EXERCISE MATERIAL »
--- START ---
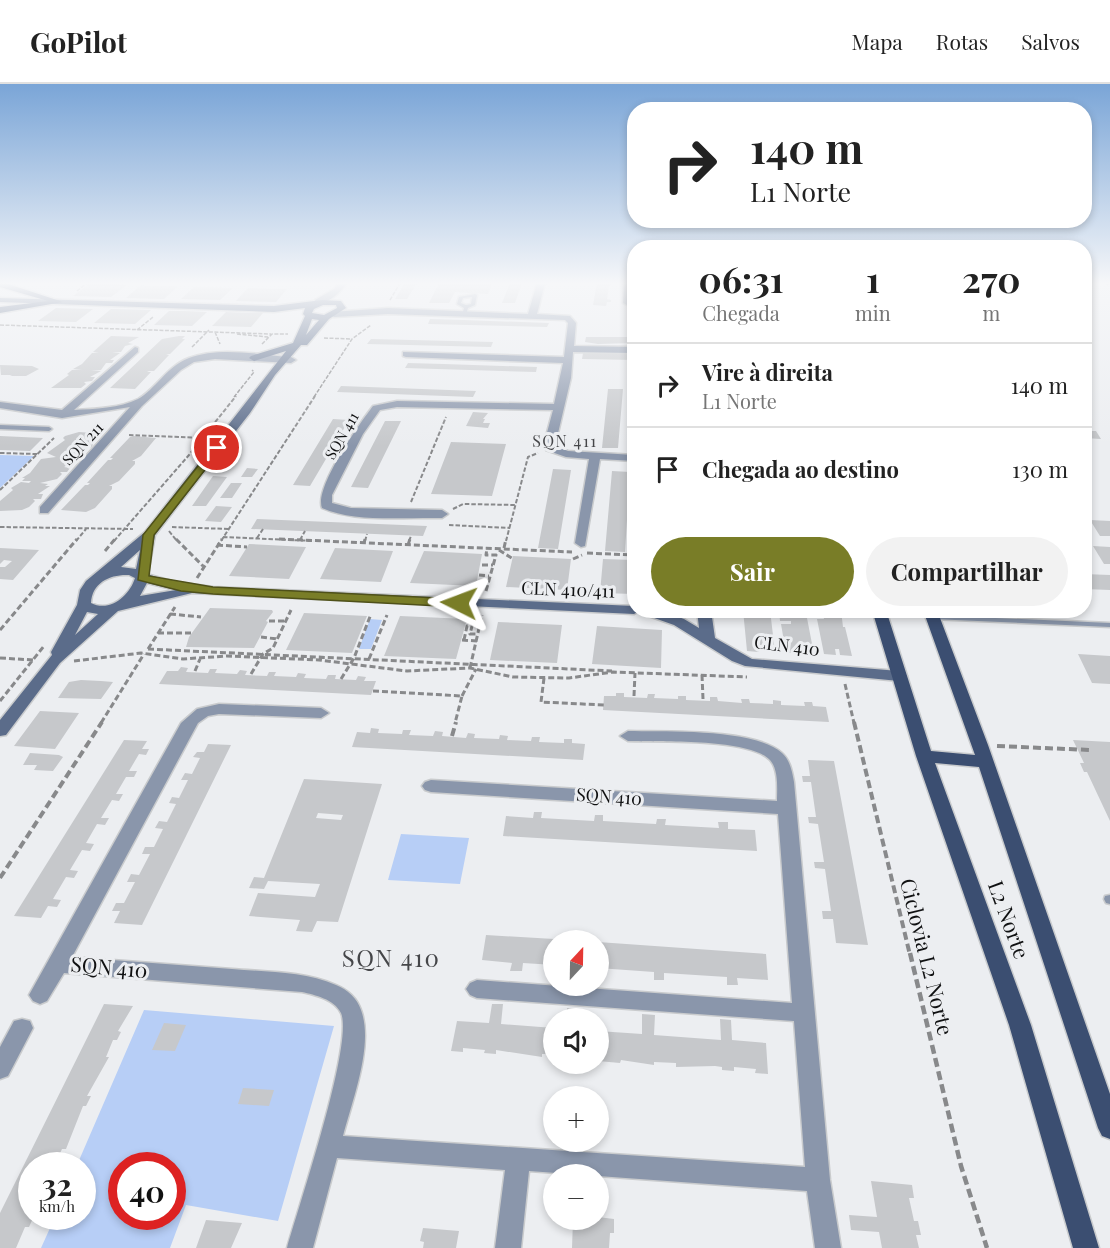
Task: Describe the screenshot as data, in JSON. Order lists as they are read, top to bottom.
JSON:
--- END ---
--- START ---
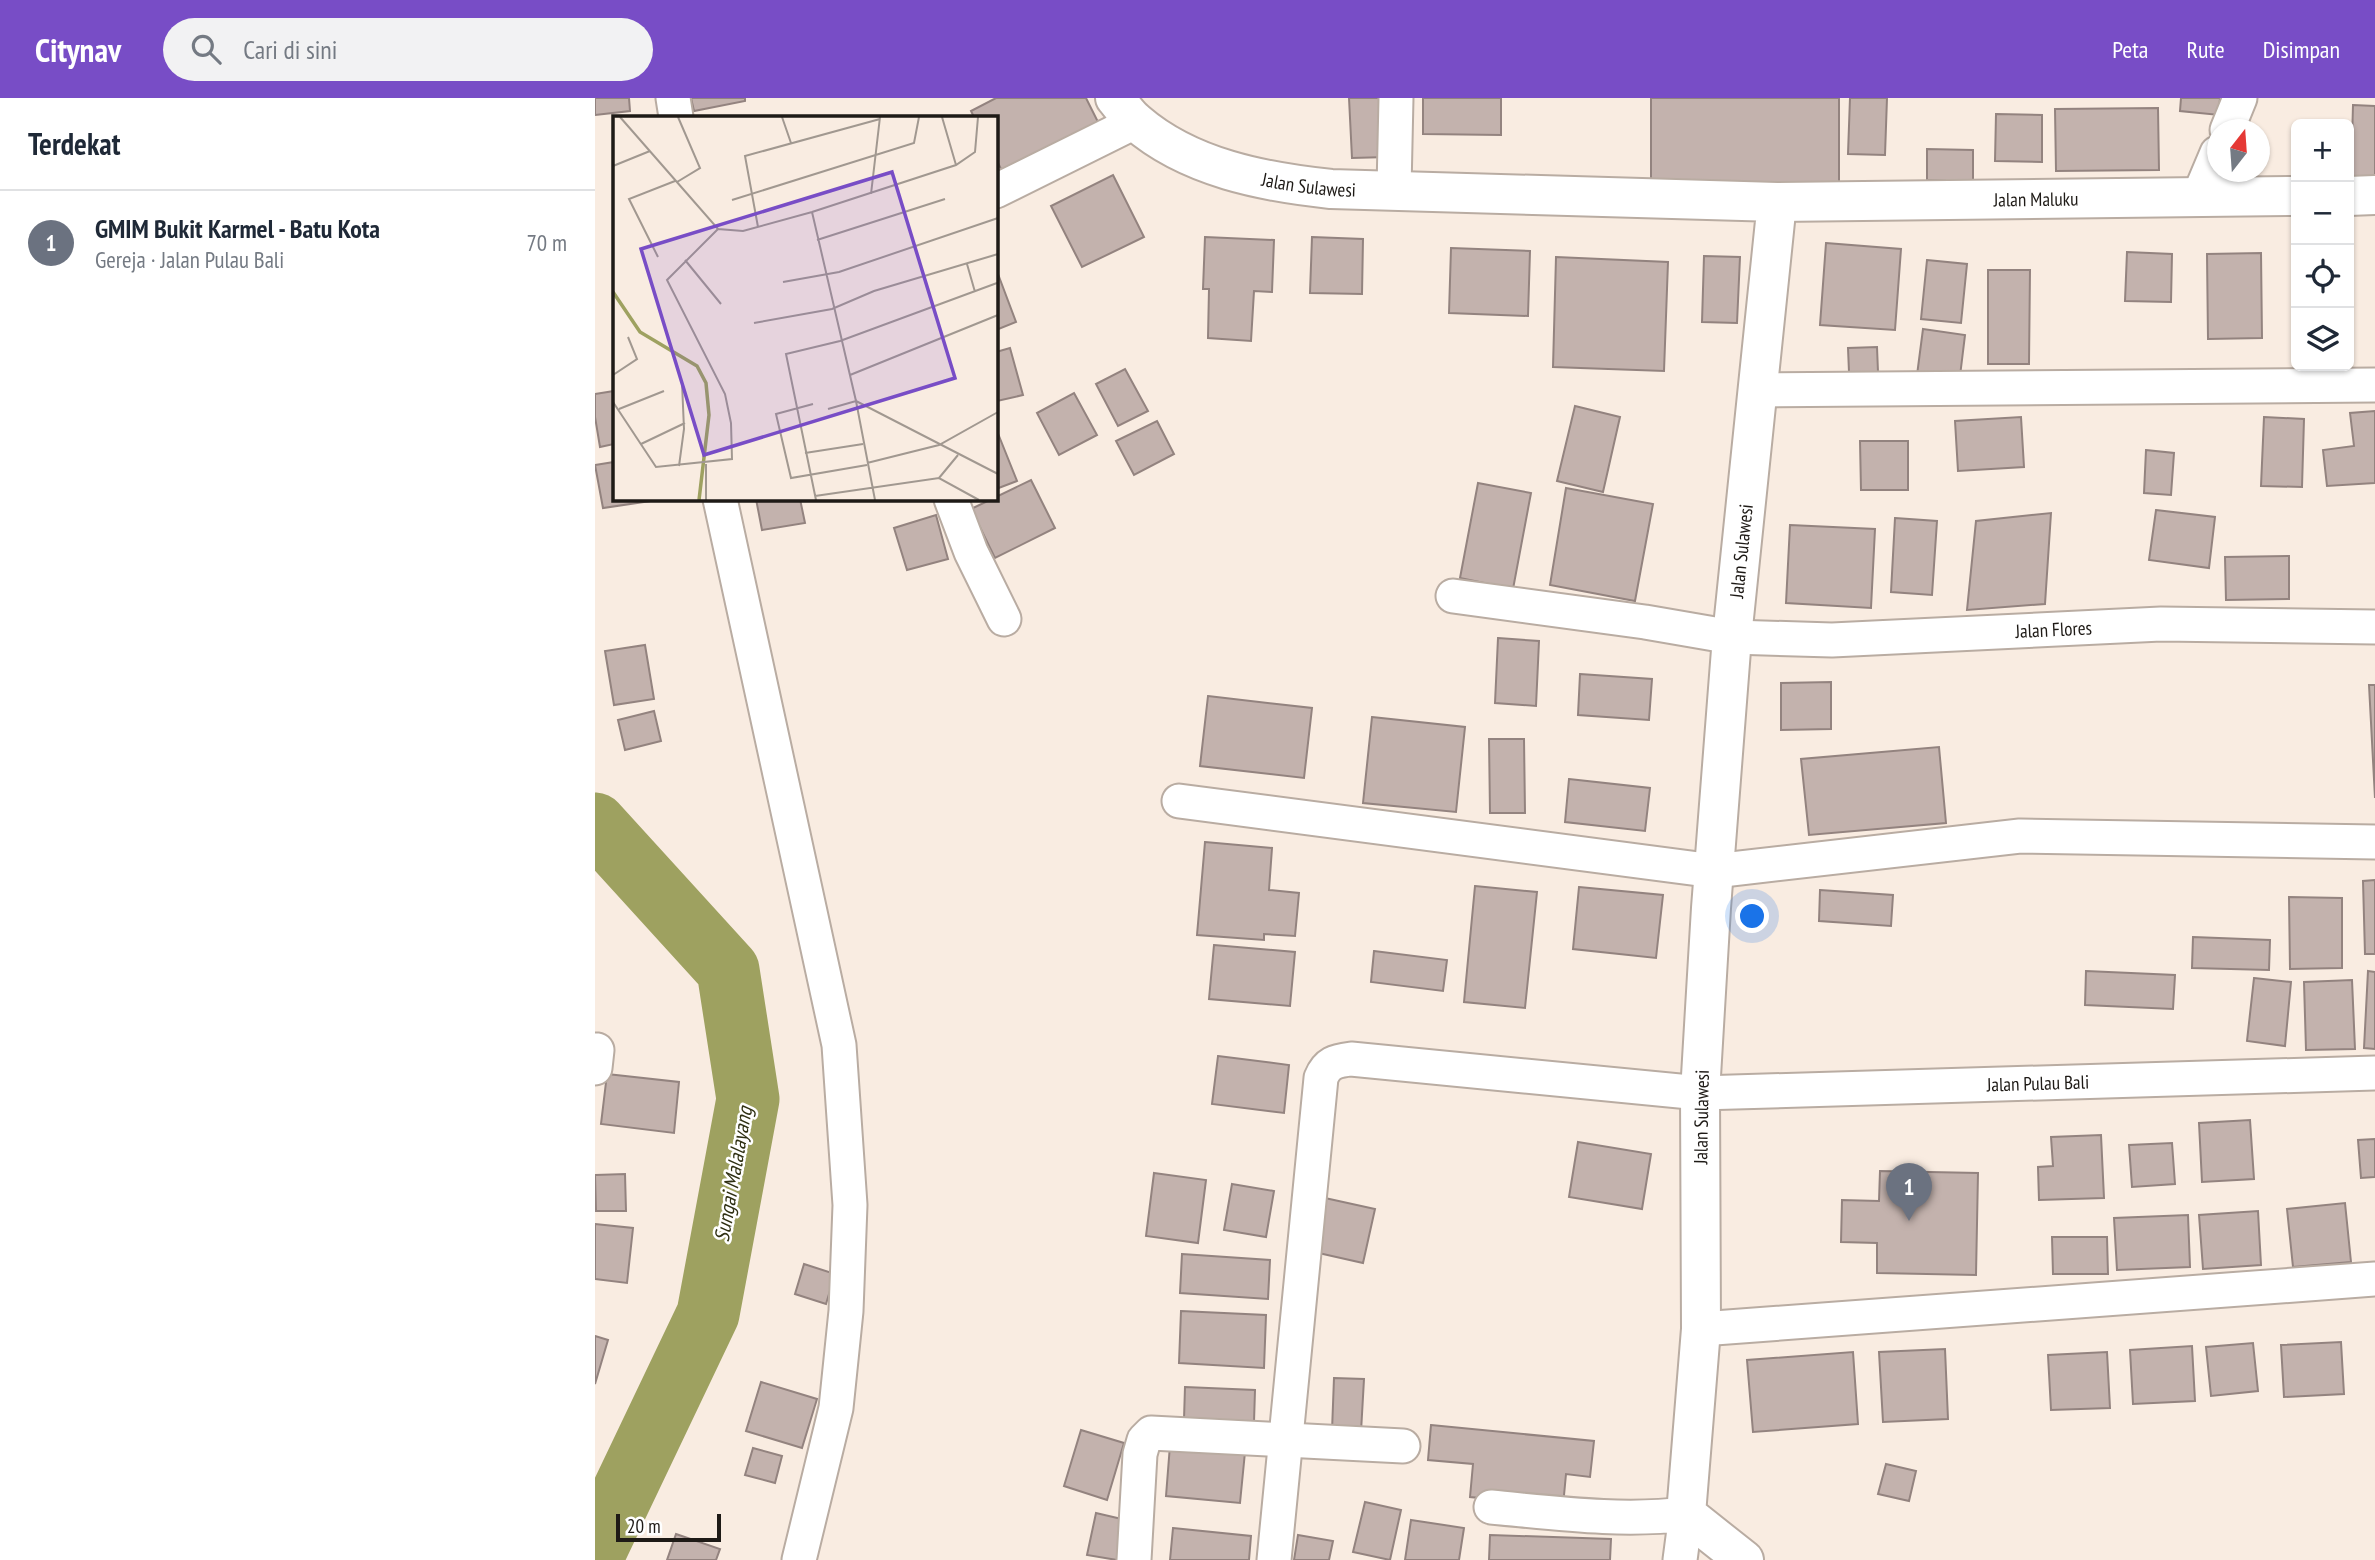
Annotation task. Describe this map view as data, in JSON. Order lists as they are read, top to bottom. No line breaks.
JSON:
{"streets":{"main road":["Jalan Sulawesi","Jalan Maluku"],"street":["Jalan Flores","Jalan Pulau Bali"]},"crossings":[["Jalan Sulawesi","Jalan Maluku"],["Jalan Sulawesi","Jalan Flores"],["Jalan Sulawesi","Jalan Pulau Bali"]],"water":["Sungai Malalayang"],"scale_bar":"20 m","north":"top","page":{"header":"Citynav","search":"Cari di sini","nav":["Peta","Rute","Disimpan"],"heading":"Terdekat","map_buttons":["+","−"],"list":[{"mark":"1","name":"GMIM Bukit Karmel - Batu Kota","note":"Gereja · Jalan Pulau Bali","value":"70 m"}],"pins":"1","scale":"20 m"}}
--- END ---
--- START ---
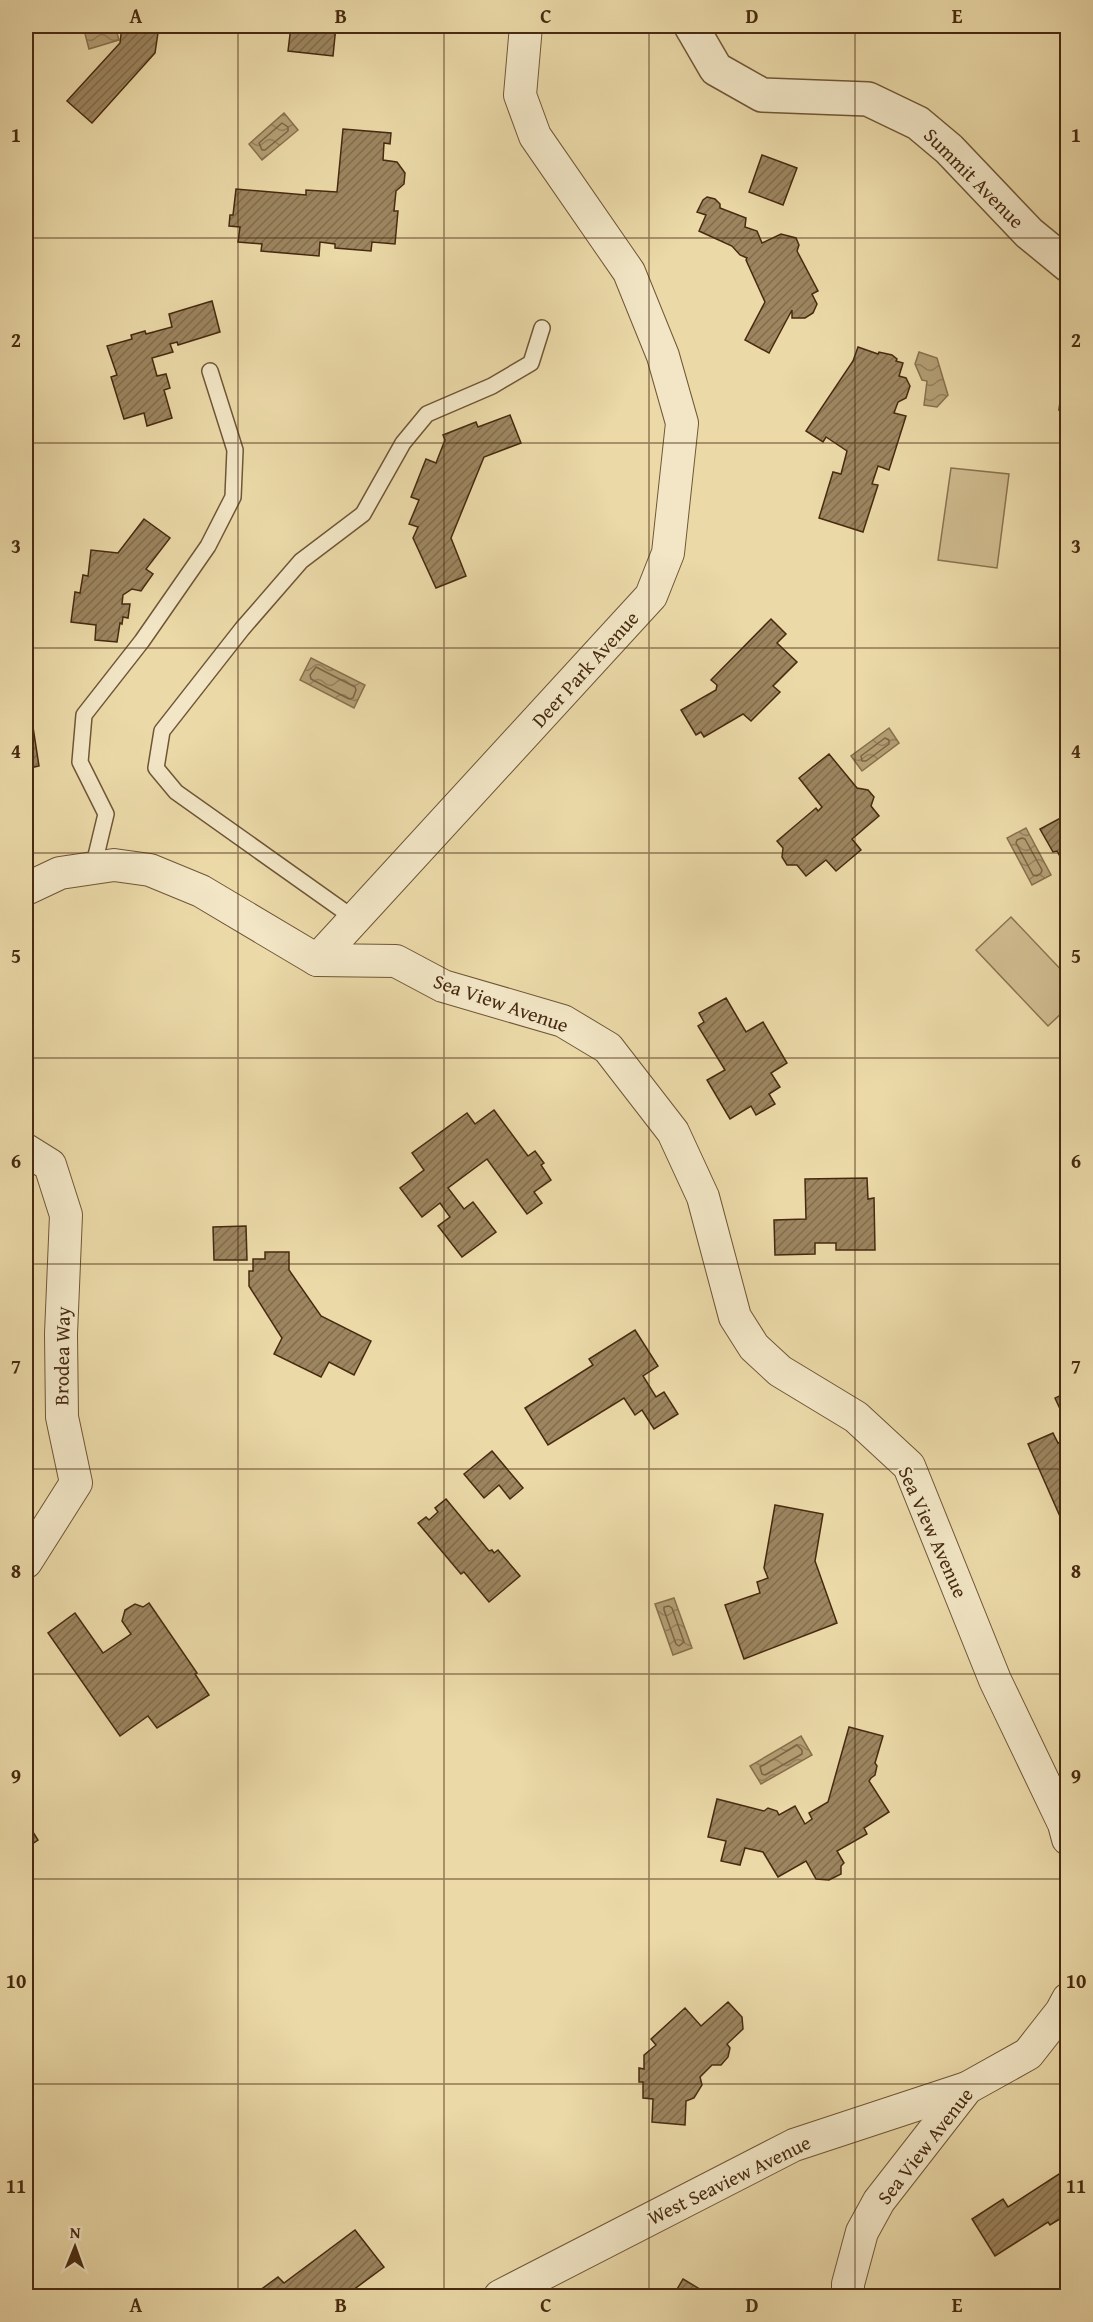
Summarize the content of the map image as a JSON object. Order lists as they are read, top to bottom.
--- END ---
PROBLEM DESCRIPTION » Among the records, find every line with the word "read" and copy it.

SOLUTION TO THE PROBLEM »
Task: Describe the screenshot as data, in JSON. Order lists as they are read, top to bottom.
Annotation task. Describe this map view as data, in JSON. Order lists as they are read, top to bottom. No line breaks.
Summarize the content of the map image as a JSON object. Order lists as they are read, top to bottom.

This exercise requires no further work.